Appellate Division, Second Department

[*1]

Dionisio Garcia, Appellant,

v

County of Suffolk et al., Respondents, et al., Defendant.

Gruenberg Kelly Della, Ronkonkoma, NY (Zachary M. Beriloff of counsel), for appellant.

Zaklukiewicz, Puzo & Morrissey LLP, Islip Terrace, NY (Stephen F. Zaklukiewicz and Maria Caraballo-Mitra of counsel), for respondents.

In an action to recover damages for personal injuries, the plaintiff appeals, as limited by his brief, from so much of an order of the Supreme Court, Suffolk County (Molia, J.), dated March 6, 2015, as granted that branch of the motion of the defendants County of Suffolk and Suffolk County Transit Bus which was for summary judgment dismissing the complaint insofar as asserted against them on the ground that he did not sustain a serious injury within the meaning of Insurance Law § 5102 (d) as a result of the subject accident.

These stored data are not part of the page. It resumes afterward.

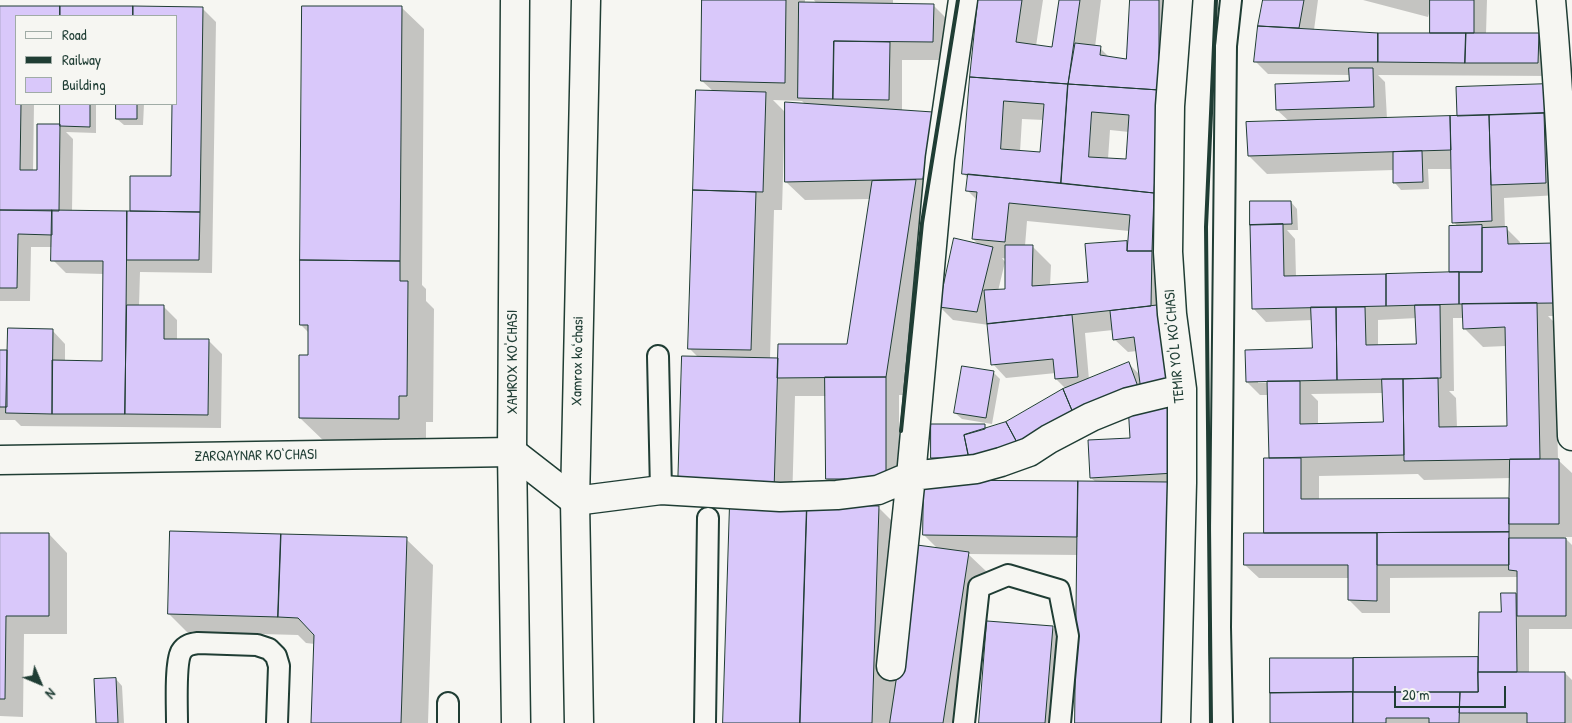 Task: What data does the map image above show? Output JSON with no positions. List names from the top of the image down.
{
  "streets": {
    "street": [
      "TEMIR YO'L KO'CHASI",
      "Xamrox koʻchasi",
      "XAMROX KO'CHASI",
      "ZARQAYNAR KO‘CHASI"
    ]
  },
  "crossings": [
    ["XAMROX KO'CHASI", "ZARQAYNAR KO‘CHASI"]
  ],
  "legend": ["Road", "Railway", "Building"],
  "scale_bar": "20 m",
  "north": "bottom right"
} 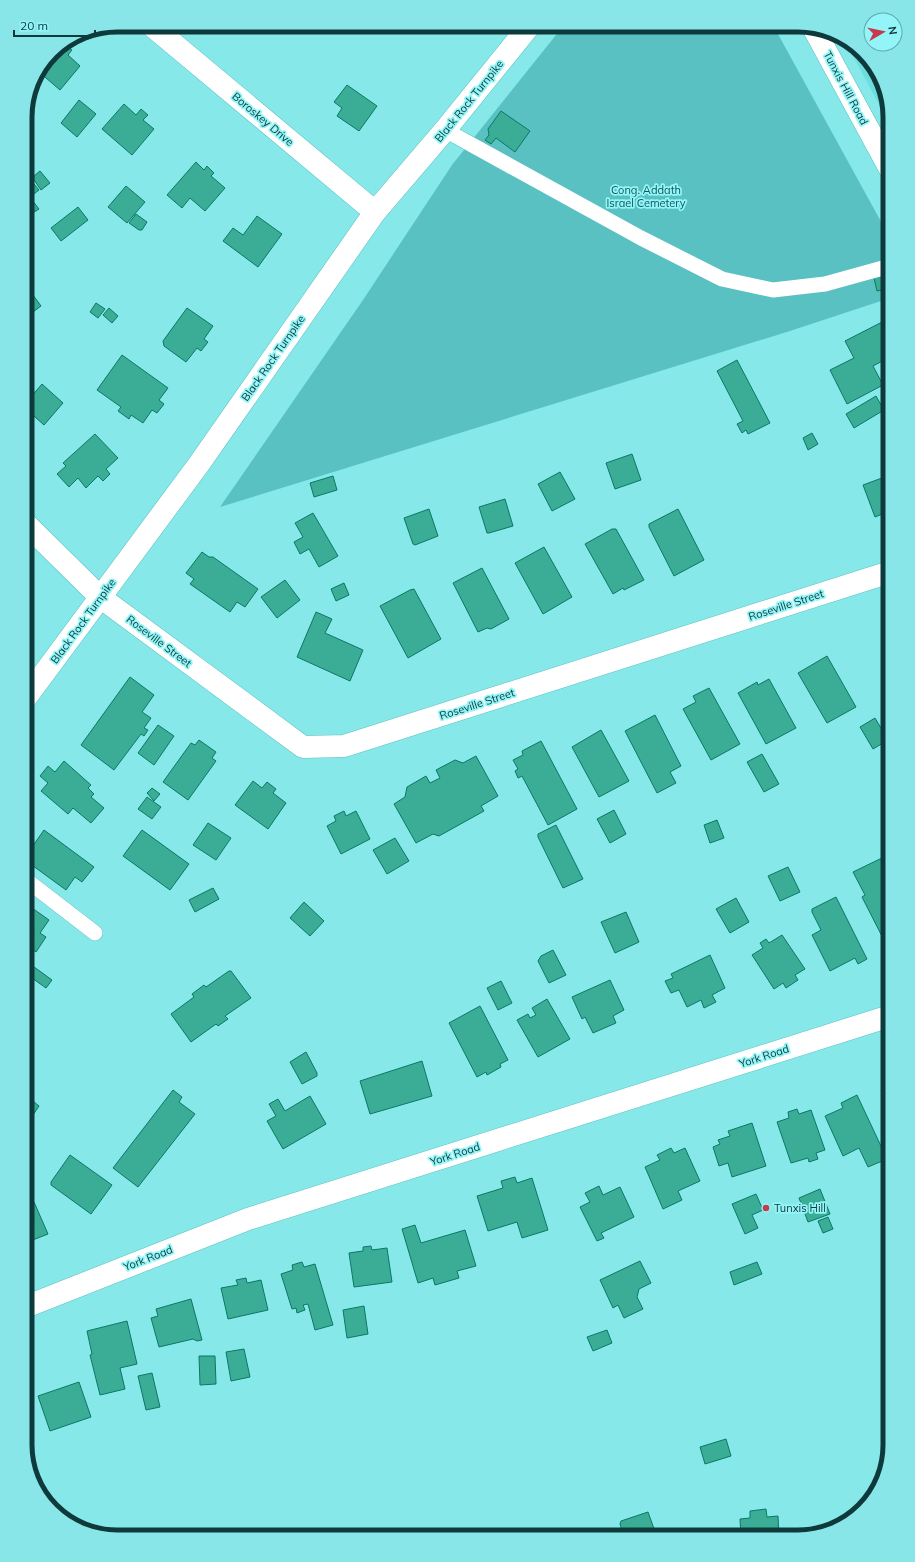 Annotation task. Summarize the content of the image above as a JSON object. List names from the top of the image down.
{
  "streets": {
    "street": [
      "Tunxis Hill Road",
      "Black Rock Turnpike",
      "Boroskey Drive",
      "Roseville Street",
      "York Road"
    ]
  },
  "crossings": [
    ["Black Rock Turnpike", "Boroskey Drive"],
    ["Black Rock Turnpike", "Roseville Street"]
  ],
  "parks": ["Cong. Addath Israel Cemetery"],
  "places": ["Tunxis Hill"],
  "scale_bar": "20 m",
  "north": "right"
} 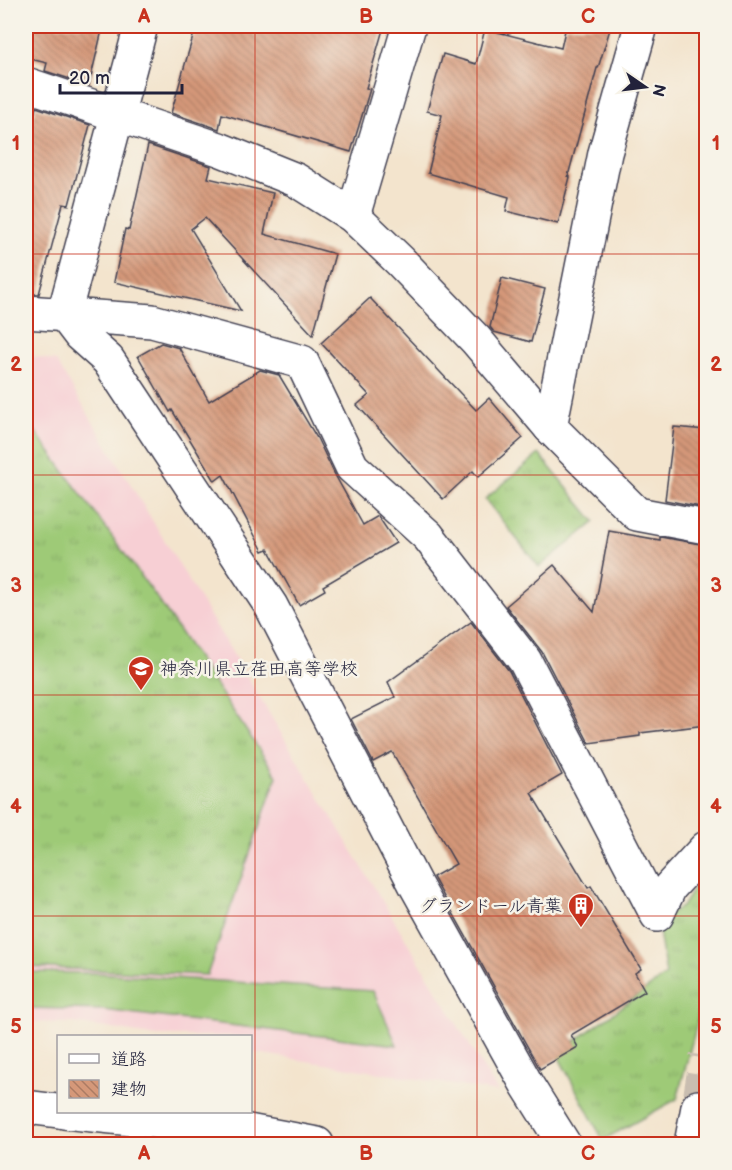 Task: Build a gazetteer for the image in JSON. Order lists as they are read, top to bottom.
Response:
{
  "places": {
    "school or university": ["神奈川県立荏田高等学校"],
    "building": ["グランドール青葉"]
  },
  "legend": ["道路", "建物"],
  "scale_bar": "20 m",
  "north": "right",
  "grid": {
    "columns": ["A", "B", "C"],
    "rows": [
      "1",
      "2",
      "3",
      "4",
      "5"
    ]
  }
}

Ordered that the order is reversed insofar as appealed from, on the law, with costs, and that branch of the motion of the defendants County of Suffolk and Suffolk County Transit Bus which was for summary judgment dismissing the complaint insofar as asserted against them on the ground that the plaintiff did not sustain a serious injury within the meaning of Insurance Law § 5102 (d) as a result of the subject accident is denied.

The defendants County of Suffolk and Suffolk County Transit Bus (hereinafter together the moving defendants) failed to meet their prima facie burden of showing that the plaintiff did not sustain a serious injury within the meaning of Insurance Law § 5102 (d) as a result of the subject accident ( see Toure v Avis Rent A Car Sys. , 98 NY2d 345 [2002]; Gaddy v Eyler , 79 NY2d 955, 956-957 [1992]). The photographs submitted by the moving defendants, depicting scars on the plaintiff’s head and left shoulder, failed to establish, prima facie, that these scars did not constitute “significant disfigurement[s]” as defined by Insurance Law § 5102 (d) ( see Borquist v Hyde Park Cent. Sch. Dist. , 107 AD3d 926 [2013]; Langensiepen v Kruml , 92 AD3d 1302 , 1302-1303 [2012]; O’Brien v Bainbridge , 89 AD3d 1511 , 1513 [2011]; Tugman v PJC Sanitation Serv., Inc. , 23 AD3d 457 [2005]). Since the moving defendants did not sustain their prima facie burden, it is unnecessary to determine whether the papers submitted by the plaintiff in opposition were sufficient to raise a triable issue of fact ( see Winegrad v New York Univ. Med. Ctr. , 64 NY2d 851, 853 [1985]; Che Hong Kim v Kossoff , 90 AD3d 969 [2011]).

Accordingly, the Supreme Court should have denied that branch of the moving defendants’ motion which was for summary judgment dismissing the complaint insofar as asserted against them on the ground that the plaintiff did not sustain a serious injury within the meaning of Insurance Law § 5102 (d) as a result of the subject accident. Balkin, J.P., Austin, Sgroi and LaSalle, JJ., concur..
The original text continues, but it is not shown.